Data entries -
• • •
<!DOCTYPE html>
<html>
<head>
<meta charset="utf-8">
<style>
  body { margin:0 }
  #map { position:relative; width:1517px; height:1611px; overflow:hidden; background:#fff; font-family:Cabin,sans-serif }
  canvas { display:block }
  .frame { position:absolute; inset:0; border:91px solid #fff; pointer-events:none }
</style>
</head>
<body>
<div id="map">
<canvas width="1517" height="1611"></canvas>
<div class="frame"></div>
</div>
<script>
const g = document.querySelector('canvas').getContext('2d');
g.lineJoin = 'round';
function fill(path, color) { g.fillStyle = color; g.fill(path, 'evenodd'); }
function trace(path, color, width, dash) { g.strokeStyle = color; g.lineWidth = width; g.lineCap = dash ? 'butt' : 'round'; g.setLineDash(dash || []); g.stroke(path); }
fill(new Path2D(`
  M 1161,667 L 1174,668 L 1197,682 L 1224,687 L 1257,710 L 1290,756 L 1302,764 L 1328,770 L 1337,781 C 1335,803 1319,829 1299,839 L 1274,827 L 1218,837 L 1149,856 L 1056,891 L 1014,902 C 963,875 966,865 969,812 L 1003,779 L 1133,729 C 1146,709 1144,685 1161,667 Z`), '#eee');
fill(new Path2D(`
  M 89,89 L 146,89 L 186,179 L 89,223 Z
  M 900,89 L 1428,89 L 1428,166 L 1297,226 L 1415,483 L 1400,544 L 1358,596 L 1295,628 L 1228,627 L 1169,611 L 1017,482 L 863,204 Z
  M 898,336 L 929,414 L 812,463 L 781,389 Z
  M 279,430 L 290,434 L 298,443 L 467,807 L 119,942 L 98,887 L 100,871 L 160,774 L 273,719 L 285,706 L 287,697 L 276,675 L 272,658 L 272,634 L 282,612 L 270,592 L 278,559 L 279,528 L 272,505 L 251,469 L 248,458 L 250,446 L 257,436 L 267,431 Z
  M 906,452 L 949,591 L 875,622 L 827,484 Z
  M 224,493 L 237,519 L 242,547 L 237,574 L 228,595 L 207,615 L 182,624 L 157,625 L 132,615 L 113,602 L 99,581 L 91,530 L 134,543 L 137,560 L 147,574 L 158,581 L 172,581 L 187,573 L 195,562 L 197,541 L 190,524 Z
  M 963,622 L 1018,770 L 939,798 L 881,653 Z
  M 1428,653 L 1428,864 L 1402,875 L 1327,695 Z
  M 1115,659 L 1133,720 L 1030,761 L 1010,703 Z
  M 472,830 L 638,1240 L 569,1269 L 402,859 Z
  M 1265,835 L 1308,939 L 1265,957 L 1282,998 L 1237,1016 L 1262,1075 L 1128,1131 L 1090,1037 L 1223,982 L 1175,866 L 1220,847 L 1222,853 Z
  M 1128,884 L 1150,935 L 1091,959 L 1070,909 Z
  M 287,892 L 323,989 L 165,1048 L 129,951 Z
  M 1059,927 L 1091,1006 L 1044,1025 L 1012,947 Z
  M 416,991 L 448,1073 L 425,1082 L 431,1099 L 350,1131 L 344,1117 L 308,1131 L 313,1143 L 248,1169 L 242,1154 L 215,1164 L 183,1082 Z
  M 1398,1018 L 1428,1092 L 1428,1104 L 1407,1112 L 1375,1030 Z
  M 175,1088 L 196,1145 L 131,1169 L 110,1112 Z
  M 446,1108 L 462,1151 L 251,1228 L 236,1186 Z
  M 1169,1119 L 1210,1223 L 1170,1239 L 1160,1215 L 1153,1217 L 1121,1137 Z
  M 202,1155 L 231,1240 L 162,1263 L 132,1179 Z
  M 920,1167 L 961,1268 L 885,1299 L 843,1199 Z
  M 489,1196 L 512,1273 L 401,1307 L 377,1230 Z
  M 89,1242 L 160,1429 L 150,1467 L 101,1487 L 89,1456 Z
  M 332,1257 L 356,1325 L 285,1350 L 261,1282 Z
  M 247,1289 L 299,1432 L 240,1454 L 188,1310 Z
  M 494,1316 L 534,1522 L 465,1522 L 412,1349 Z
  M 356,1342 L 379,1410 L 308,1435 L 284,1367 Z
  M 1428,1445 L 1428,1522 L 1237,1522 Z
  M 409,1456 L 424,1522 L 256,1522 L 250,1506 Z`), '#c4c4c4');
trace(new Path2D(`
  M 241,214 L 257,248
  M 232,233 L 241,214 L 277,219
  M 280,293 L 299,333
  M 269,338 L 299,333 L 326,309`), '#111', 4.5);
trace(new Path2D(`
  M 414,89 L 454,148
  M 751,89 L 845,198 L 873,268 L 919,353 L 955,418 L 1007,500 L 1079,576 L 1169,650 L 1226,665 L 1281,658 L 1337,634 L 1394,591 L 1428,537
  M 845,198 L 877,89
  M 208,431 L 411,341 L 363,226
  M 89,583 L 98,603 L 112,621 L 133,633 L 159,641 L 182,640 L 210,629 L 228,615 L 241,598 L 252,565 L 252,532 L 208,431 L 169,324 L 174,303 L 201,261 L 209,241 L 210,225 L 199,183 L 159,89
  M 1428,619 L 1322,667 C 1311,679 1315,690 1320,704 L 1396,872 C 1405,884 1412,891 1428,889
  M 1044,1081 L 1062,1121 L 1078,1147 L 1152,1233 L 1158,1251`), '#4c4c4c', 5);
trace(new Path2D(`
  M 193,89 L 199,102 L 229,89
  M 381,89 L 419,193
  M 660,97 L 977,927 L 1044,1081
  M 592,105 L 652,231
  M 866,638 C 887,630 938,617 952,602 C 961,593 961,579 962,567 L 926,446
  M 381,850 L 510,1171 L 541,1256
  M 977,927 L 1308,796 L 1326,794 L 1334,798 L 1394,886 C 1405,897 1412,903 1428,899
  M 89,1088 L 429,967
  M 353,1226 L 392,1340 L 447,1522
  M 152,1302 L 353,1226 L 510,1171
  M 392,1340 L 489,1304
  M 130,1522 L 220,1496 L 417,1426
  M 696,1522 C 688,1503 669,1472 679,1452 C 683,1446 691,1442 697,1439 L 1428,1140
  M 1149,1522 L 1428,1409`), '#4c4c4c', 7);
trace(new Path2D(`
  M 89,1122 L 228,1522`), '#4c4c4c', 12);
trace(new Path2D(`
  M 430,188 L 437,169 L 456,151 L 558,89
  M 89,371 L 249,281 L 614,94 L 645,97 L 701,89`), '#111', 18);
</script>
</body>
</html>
• • •
Task brief - Only the lines from the first line of the records through the line containing "function fill(path, color)" should be repeated, exactly as they appear.

Solution for this task -
<!DOCTYPE html>
<html>
<head>
<meta charset="utf-8">
<style>
  body { margin:0 }
  #map { position:relative; width:1517px; height:1611px; overflow:hidden; background:#fff; font-family:Cabin,sans-serif }
  canvas { display:block }
  .frame { position:absolute; inset:0; border:91px solid #fff; pointer-events:none }
</style>
</head>
<body>
<div id="map">
<canvas width="1517" height="1611"></canvas>
<div class="frame"></div>
</div>
<script>
const g = document.querySelector('canvas').getContext('2d');
g.lineJoin = 'round';
function fill(path, color) { g.fillStyle = color; g.fill(path, 'evenodd'); }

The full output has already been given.